The invention discloses a method for producing Candida antarctica lipase B and the specific DNA molecule used therefor. The nucleotide sequence of the specific DNA molecule is shown in SEQ ID NO:3. Experiments have shown that the recombinant plasmid pET30a‑CALB prokaryotically expresses CALB inclusion bodies, and then undergoes renaturation to obtain high-purity (over 95%) and high-activity CALB protein; the enzyme activity of CALB protein obtained from 1L of culture medium is about 21252U, and the specific activity About 253U / mg; much higher than the specific activity of the CALB protein prepared in the existing literature. It can be seen that the present invention significantly improves the output of CALB, and the production process is simple, and the completion can be applied to actual production. The invention has important application value.

The invention discloses a method for using Candida antarctica lipase B to produce a ticagrelor chiral medicine intermediate, and belongs to the technical filed of enzyme engineering. The Candida antarctica lipase B (called CALB for short) is used for converting racemic ticagrelor with the structural formula represented by formula (a) to a single configuration intermediate of a formula (b). In the formula (a) and (b), R is CnH2n+1CO or CnH2n-1CO (n is 2-6), and R' is Cbz or Boc. The configuration of the product (b) obtained through splitting the racemic medicine intermediate by the CALB is (1S,4R). The method using the CALB to split the above substrate has a high catalysis efficiency, and the purity of the product of the formula (b) obtained in the invention is high.

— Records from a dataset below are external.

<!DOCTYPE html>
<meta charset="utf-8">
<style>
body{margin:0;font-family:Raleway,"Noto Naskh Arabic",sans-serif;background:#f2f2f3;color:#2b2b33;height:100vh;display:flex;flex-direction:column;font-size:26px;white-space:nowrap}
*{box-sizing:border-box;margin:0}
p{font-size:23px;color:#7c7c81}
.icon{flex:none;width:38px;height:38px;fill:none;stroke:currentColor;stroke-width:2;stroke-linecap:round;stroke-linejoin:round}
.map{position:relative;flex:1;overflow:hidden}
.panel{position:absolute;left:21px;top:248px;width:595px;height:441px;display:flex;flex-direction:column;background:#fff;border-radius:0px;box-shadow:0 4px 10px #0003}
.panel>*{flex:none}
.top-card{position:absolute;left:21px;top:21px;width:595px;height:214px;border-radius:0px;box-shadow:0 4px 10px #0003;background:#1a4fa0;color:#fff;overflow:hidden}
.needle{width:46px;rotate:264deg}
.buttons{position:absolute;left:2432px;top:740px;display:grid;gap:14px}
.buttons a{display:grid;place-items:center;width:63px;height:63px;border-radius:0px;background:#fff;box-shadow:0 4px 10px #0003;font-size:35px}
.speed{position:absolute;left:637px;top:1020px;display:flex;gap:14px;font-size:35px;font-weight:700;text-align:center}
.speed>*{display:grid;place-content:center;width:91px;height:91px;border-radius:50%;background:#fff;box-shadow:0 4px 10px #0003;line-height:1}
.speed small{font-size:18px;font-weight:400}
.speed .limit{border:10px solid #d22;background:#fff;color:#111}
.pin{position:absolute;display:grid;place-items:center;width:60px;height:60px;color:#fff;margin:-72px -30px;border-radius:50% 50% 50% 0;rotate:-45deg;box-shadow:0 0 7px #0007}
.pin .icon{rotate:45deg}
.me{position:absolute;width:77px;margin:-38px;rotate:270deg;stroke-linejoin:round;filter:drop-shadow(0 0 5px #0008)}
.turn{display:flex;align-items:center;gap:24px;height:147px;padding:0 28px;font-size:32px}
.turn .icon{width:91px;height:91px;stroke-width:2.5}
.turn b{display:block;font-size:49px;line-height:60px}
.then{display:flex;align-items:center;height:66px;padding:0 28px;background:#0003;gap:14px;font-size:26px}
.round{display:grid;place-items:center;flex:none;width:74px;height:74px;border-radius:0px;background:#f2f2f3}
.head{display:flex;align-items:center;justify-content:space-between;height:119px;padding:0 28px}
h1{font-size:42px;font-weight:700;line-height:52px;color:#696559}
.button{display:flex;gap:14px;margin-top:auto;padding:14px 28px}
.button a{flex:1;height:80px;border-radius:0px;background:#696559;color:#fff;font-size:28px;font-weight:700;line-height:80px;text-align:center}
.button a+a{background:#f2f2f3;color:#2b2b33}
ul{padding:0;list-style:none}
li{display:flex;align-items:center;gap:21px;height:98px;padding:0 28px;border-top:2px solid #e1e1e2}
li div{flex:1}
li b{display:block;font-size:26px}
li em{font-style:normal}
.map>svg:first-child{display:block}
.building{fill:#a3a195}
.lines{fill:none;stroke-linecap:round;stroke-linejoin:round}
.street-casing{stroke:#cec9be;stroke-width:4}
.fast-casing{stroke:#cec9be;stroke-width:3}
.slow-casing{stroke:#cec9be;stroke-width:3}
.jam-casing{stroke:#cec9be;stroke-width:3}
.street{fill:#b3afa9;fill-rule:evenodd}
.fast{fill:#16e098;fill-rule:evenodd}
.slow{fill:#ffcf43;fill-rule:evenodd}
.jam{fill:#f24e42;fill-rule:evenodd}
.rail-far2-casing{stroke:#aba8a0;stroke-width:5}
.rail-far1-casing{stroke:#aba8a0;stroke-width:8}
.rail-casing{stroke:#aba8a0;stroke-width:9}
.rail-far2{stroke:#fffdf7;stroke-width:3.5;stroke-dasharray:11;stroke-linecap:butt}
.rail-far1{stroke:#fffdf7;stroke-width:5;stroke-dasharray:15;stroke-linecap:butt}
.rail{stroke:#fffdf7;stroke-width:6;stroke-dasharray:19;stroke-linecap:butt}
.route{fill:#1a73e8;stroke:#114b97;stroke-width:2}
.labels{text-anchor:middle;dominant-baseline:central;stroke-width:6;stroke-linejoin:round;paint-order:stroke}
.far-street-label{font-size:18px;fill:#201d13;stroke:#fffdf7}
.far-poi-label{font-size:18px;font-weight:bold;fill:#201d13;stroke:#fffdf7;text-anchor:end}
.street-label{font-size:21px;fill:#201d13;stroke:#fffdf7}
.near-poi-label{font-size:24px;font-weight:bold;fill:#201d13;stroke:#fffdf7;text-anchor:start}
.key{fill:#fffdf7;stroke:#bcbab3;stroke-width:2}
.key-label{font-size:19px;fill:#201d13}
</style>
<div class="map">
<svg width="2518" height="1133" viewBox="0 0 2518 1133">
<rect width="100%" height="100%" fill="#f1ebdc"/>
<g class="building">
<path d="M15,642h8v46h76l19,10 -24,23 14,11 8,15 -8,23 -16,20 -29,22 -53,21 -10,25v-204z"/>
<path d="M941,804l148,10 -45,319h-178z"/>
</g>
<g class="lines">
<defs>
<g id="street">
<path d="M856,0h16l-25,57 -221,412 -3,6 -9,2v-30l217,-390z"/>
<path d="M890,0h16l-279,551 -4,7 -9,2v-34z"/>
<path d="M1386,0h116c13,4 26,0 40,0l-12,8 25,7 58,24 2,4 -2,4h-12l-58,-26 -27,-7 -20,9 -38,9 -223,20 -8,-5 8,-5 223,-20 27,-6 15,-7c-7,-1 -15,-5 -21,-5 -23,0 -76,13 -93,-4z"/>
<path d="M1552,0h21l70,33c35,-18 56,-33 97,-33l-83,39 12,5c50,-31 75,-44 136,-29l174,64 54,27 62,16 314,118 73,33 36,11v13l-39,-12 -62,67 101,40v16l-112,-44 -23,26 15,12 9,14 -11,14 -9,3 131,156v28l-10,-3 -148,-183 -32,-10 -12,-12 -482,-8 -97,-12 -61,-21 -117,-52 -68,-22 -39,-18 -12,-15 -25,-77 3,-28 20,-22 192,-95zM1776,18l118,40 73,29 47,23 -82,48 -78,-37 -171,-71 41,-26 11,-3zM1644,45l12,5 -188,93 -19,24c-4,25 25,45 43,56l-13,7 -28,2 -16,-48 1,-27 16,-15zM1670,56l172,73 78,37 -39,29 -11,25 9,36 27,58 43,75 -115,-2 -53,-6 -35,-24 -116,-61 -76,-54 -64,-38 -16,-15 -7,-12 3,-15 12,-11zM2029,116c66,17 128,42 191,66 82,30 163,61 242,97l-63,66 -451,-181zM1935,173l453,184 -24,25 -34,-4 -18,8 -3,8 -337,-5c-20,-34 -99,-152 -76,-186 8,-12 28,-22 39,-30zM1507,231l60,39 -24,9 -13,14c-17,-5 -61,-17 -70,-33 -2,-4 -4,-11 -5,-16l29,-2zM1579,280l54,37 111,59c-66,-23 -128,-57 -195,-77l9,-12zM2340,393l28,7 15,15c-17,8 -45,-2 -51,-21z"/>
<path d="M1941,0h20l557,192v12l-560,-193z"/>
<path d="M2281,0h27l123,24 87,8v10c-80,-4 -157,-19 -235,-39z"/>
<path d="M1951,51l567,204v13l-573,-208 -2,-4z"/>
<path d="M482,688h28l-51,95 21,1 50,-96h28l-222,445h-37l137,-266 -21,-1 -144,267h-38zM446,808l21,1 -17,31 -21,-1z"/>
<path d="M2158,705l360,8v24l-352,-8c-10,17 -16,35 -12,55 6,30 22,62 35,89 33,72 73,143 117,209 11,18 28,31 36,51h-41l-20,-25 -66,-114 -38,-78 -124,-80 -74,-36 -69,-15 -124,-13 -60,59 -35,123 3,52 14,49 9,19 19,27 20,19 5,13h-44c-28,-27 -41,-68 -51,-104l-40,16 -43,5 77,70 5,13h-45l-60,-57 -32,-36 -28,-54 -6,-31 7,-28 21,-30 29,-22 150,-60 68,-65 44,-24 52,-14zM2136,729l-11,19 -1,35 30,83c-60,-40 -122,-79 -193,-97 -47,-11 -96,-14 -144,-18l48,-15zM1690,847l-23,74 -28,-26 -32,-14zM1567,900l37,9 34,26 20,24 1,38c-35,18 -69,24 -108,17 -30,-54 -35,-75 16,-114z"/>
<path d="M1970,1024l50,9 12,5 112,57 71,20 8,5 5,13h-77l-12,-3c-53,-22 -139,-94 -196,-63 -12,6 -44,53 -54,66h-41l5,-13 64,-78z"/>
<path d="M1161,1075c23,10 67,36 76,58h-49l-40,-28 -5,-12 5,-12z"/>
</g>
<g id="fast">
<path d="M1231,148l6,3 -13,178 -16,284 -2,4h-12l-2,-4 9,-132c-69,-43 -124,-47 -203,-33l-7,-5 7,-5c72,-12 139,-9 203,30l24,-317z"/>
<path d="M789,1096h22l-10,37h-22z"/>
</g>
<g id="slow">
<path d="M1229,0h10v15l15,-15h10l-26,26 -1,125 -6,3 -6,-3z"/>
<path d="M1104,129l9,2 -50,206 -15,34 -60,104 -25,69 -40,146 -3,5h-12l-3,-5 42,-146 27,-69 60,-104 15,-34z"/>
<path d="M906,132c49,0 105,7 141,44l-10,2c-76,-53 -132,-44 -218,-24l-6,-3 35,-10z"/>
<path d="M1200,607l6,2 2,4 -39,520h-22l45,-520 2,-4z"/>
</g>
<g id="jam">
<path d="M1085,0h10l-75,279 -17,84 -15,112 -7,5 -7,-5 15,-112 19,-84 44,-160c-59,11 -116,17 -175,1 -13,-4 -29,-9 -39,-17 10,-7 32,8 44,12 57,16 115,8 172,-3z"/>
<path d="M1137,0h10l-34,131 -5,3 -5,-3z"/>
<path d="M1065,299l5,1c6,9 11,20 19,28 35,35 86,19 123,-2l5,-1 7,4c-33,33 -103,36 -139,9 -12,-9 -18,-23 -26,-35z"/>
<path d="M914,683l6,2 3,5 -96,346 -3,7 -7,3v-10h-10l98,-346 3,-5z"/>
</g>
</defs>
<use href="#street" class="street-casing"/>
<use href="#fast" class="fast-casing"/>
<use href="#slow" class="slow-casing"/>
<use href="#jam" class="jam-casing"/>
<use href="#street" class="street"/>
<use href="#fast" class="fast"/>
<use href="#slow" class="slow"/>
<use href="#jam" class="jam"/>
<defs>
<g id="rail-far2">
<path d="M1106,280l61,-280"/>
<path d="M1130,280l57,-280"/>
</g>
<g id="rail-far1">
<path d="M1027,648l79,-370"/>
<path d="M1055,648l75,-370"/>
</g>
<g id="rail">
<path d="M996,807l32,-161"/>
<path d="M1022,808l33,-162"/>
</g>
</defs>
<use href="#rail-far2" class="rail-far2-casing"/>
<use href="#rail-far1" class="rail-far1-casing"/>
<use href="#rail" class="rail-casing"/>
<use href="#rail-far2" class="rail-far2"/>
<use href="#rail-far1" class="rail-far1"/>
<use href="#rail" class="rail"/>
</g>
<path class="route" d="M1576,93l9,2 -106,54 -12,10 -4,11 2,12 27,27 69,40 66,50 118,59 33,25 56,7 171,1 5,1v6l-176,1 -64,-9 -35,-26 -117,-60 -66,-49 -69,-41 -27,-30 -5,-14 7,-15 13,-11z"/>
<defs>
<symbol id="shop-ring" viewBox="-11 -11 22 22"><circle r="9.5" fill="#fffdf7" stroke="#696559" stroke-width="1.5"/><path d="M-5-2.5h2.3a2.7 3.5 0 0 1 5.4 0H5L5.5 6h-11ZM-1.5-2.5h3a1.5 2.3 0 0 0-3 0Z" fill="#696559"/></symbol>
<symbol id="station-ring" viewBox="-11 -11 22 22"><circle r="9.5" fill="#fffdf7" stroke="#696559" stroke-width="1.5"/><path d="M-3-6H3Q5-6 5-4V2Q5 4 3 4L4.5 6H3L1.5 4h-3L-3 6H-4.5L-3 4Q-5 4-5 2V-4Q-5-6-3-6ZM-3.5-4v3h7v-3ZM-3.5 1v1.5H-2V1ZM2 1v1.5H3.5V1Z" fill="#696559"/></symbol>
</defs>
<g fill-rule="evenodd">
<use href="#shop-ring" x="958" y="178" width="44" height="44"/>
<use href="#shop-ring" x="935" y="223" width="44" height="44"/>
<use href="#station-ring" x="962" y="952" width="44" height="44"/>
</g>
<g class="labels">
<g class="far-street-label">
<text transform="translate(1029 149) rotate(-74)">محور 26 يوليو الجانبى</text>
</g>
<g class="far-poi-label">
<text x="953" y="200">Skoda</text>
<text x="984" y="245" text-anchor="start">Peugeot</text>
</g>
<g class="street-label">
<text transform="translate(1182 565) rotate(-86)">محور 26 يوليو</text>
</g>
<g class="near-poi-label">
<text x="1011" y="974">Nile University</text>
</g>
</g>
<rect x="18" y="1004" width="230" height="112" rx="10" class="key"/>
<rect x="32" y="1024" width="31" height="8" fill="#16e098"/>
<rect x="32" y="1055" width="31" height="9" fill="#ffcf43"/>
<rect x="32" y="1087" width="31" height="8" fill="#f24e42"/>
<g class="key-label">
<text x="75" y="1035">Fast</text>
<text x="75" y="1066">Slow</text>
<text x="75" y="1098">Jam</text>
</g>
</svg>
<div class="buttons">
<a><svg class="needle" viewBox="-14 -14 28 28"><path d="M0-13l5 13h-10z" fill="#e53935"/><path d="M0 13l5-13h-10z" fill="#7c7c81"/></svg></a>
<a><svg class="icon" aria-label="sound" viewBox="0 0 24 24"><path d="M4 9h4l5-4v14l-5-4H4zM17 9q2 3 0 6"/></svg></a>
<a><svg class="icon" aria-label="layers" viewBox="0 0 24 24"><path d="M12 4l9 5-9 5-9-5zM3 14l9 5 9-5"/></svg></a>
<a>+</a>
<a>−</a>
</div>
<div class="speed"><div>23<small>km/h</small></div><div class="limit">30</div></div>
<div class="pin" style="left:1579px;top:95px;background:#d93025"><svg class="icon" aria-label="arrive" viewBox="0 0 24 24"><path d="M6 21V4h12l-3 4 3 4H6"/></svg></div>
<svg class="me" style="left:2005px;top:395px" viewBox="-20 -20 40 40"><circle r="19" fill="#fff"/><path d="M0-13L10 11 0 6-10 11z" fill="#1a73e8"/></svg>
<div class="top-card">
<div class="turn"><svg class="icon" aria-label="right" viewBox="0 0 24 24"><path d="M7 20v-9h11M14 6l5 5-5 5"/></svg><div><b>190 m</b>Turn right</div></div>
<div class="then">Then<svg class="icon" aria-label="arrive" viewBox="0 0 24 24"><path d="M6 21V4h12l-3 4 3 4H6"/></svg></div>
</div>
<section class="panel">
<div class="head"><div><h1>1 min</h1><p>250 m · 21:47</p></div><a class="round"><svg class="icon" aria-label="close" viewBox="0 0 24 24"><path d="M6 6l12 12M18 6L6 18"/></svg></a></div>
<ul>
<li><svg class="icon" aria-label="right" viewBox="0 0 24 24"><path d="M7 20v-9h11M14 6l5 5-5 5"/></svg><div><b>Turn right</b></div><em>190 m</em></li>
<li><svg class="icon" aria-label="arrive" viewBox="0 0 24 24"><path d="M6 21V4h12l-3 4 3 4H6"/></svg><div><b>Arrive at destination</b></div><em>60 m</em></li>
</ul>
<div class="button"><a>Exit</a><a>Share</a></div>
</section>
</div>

The invention discloses a process method for immobilizing lipase B from candida antarctica fermented supernatant fluid. According to the method, the immobilized candida antarctica lipase B is prepared by using a cheaper vector, adopting a water-phase immobilization mode and cooperating with a post-treatment process, therefore, the enzyme activity recovery rate under water-phase adsorption is increased, the cost and the using effect are balanced, and the important significance on industrial application of the CALB is achieved.